Written by Cybereason Blue Team | Oct 4, 2022 2:57:39 PM

In this edition of the Blue Team Chronicles, we assess the capabilities of eslogger, a new built-in macOS tool, and show how defenders can use this tool to better understand malicious activities on macOS and build new detection approaches.  

To simulate malicious activities on our lab machine, we leverage one of our early macOS testing malware samples, known as Gustav in these examples.

Key Points

Upon studying the new eslogger feature of macOS, we concluded: 

  • In-Depth Information: eslogger provides detailed information on operating system activities that defenders can use to analyze applications dynamically and to engineer new detection methods.
  • Native Application: The Ventura release of macOS includes eslogger as a native application. This allows users to collect endpoint security information without installing additional software.
  • Undocumented Output: The eslogger tool outputs complex JSON files, but only limited documentation for the field content is provided by Apple. Many field names are self-explanatory, but others are not. 
  • Large Output: Depending on the configuration, running eslogger for only a few minutes can result in tens of thousands of events. Handling this amount of data requires a good selection of tools and a well-defined processing pipeline. 
  • Not Intended for Large-Scale Data Collection: eslogger is not intended for collecting endpoint security data from multiple endpoints. To collect endpoint security data at scale,  macOS agents from endpoint security products now generally leverage the endpoint security framework API. 

The eslogger Tool

With the release of the Endpoint Security Framework (ESF) in macOS 10.15 (2019), Apple introduced an API for monitoring and auditing system events to replace the deprecated OpenBSM API. Security products now ingest these system events via the macOS agent. However, accessing these raw ESF events in an ad-hoc manner required either self-developed software notarized by Apple or a third-party ESF client like esf-playground from mittenmac. 
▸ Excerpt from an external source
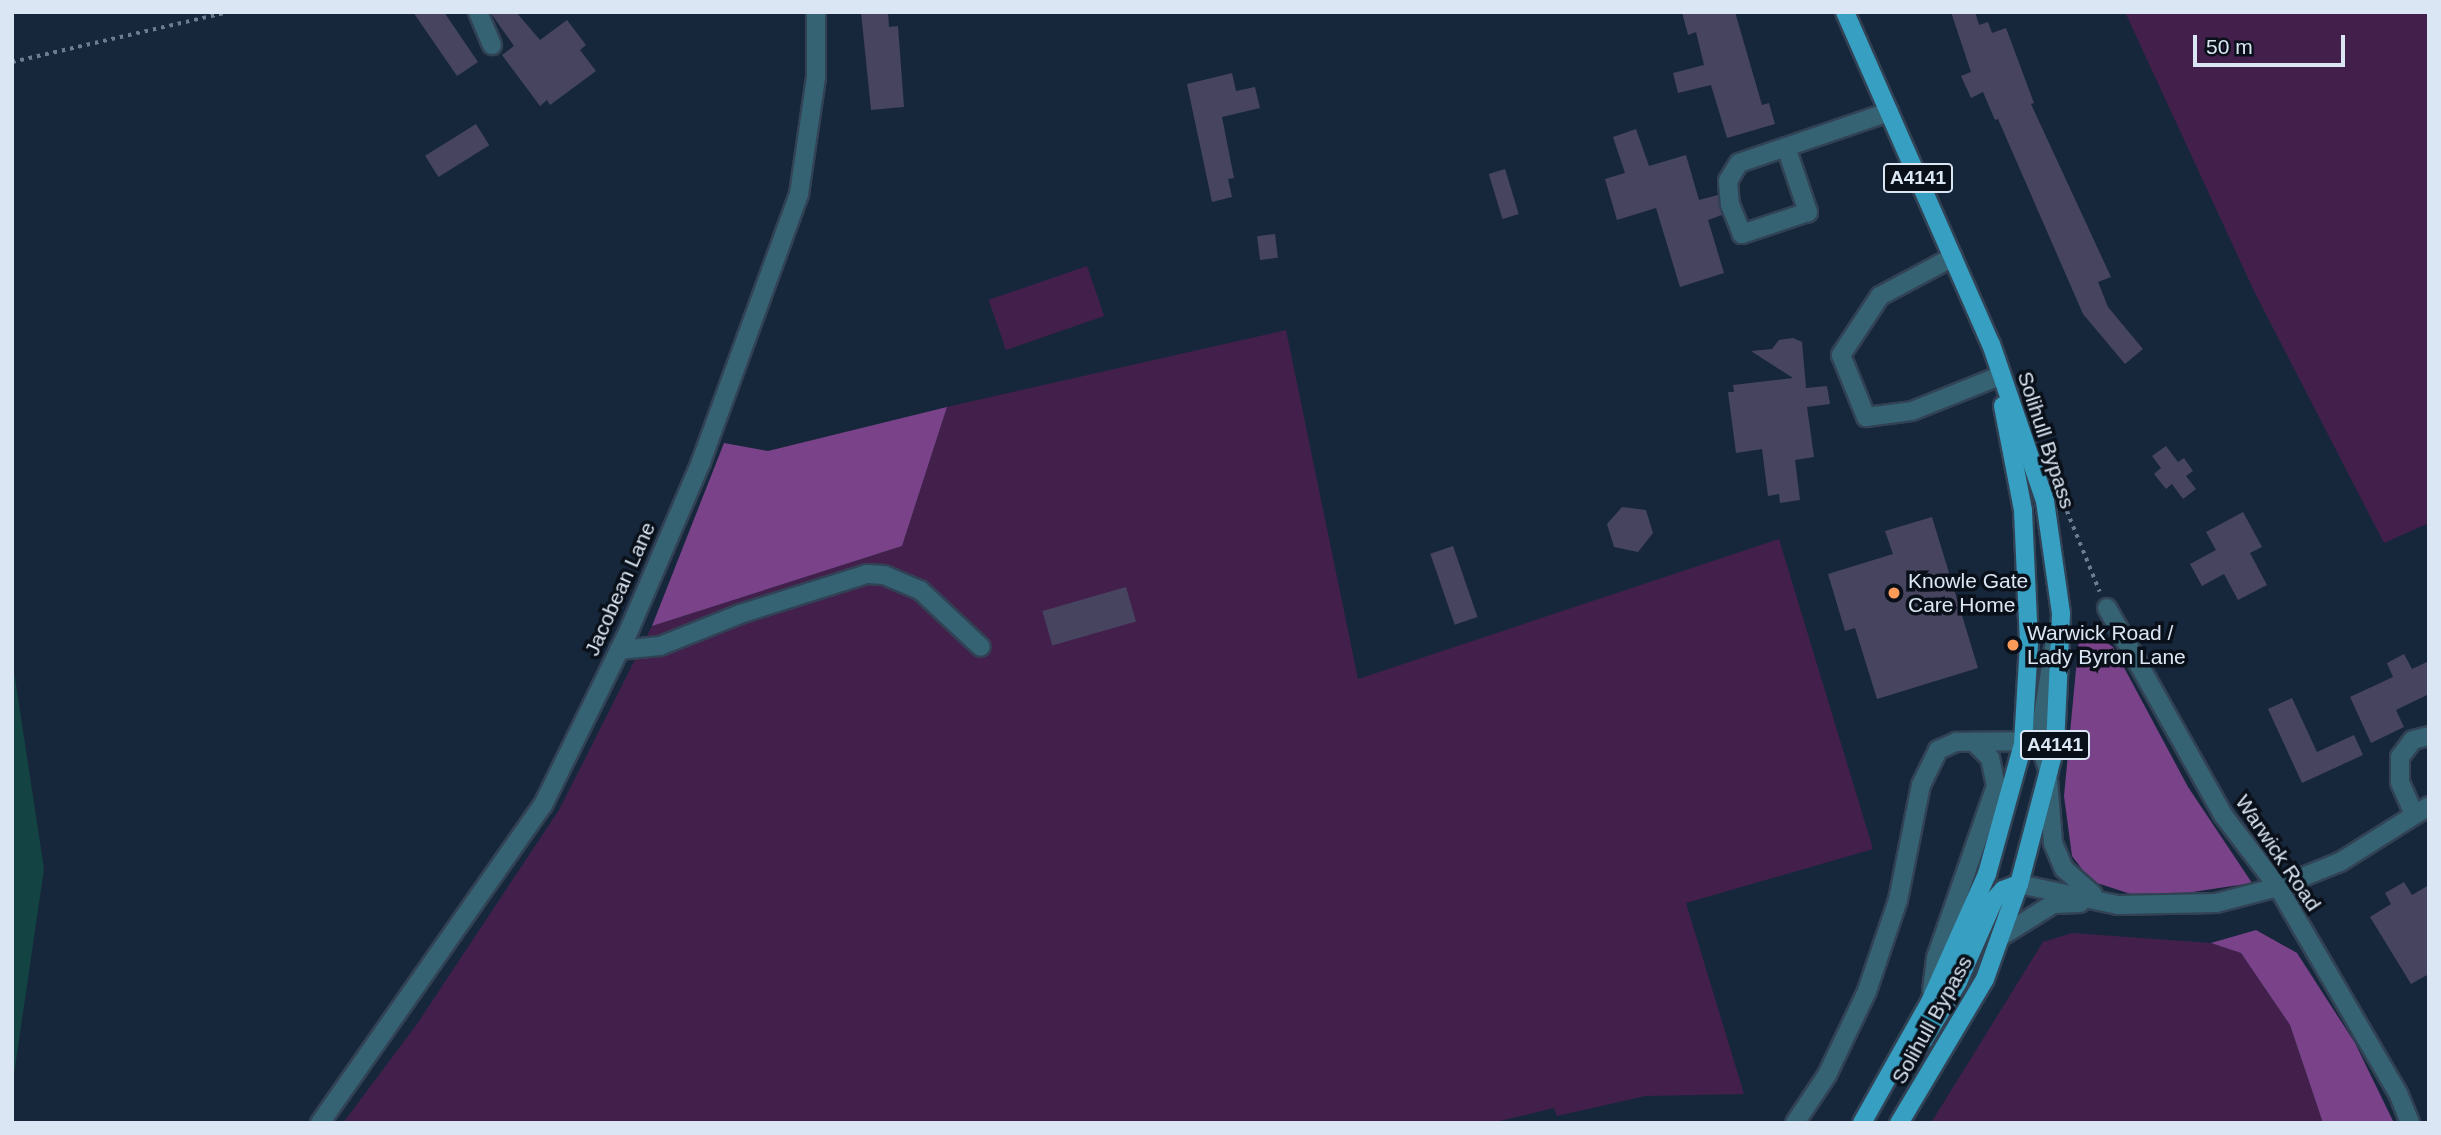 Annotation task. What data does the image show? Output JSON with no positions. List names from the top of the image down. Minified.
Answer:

The October 2022 release of macOS 13.0, named Ventura, includes eslogger: eslogger interfaces with Endpoint Security to log events to standard output or to the unified logging system.” 

Setup and Test Run 

For the first eslogger test, we set up our system to examine events that the system creates while performing standard operations, such as opening folders and reading files.

Before eslogger can function, the app that executes eslogger must have full disk access. We granted this access to the Terminal app:

Figure 1 - Enabling Full Disk Access for Terminal.app

At the time of writing this post, eslogger supports 82 different endpoint security events, including several undocumented ones.. All supported events can be listed via:

% sudo eslogger --list-events

access

authentication

btm_launch_item_add

btm_launch_item_remove

 

More detailed information about the event types is in the Apple documentation.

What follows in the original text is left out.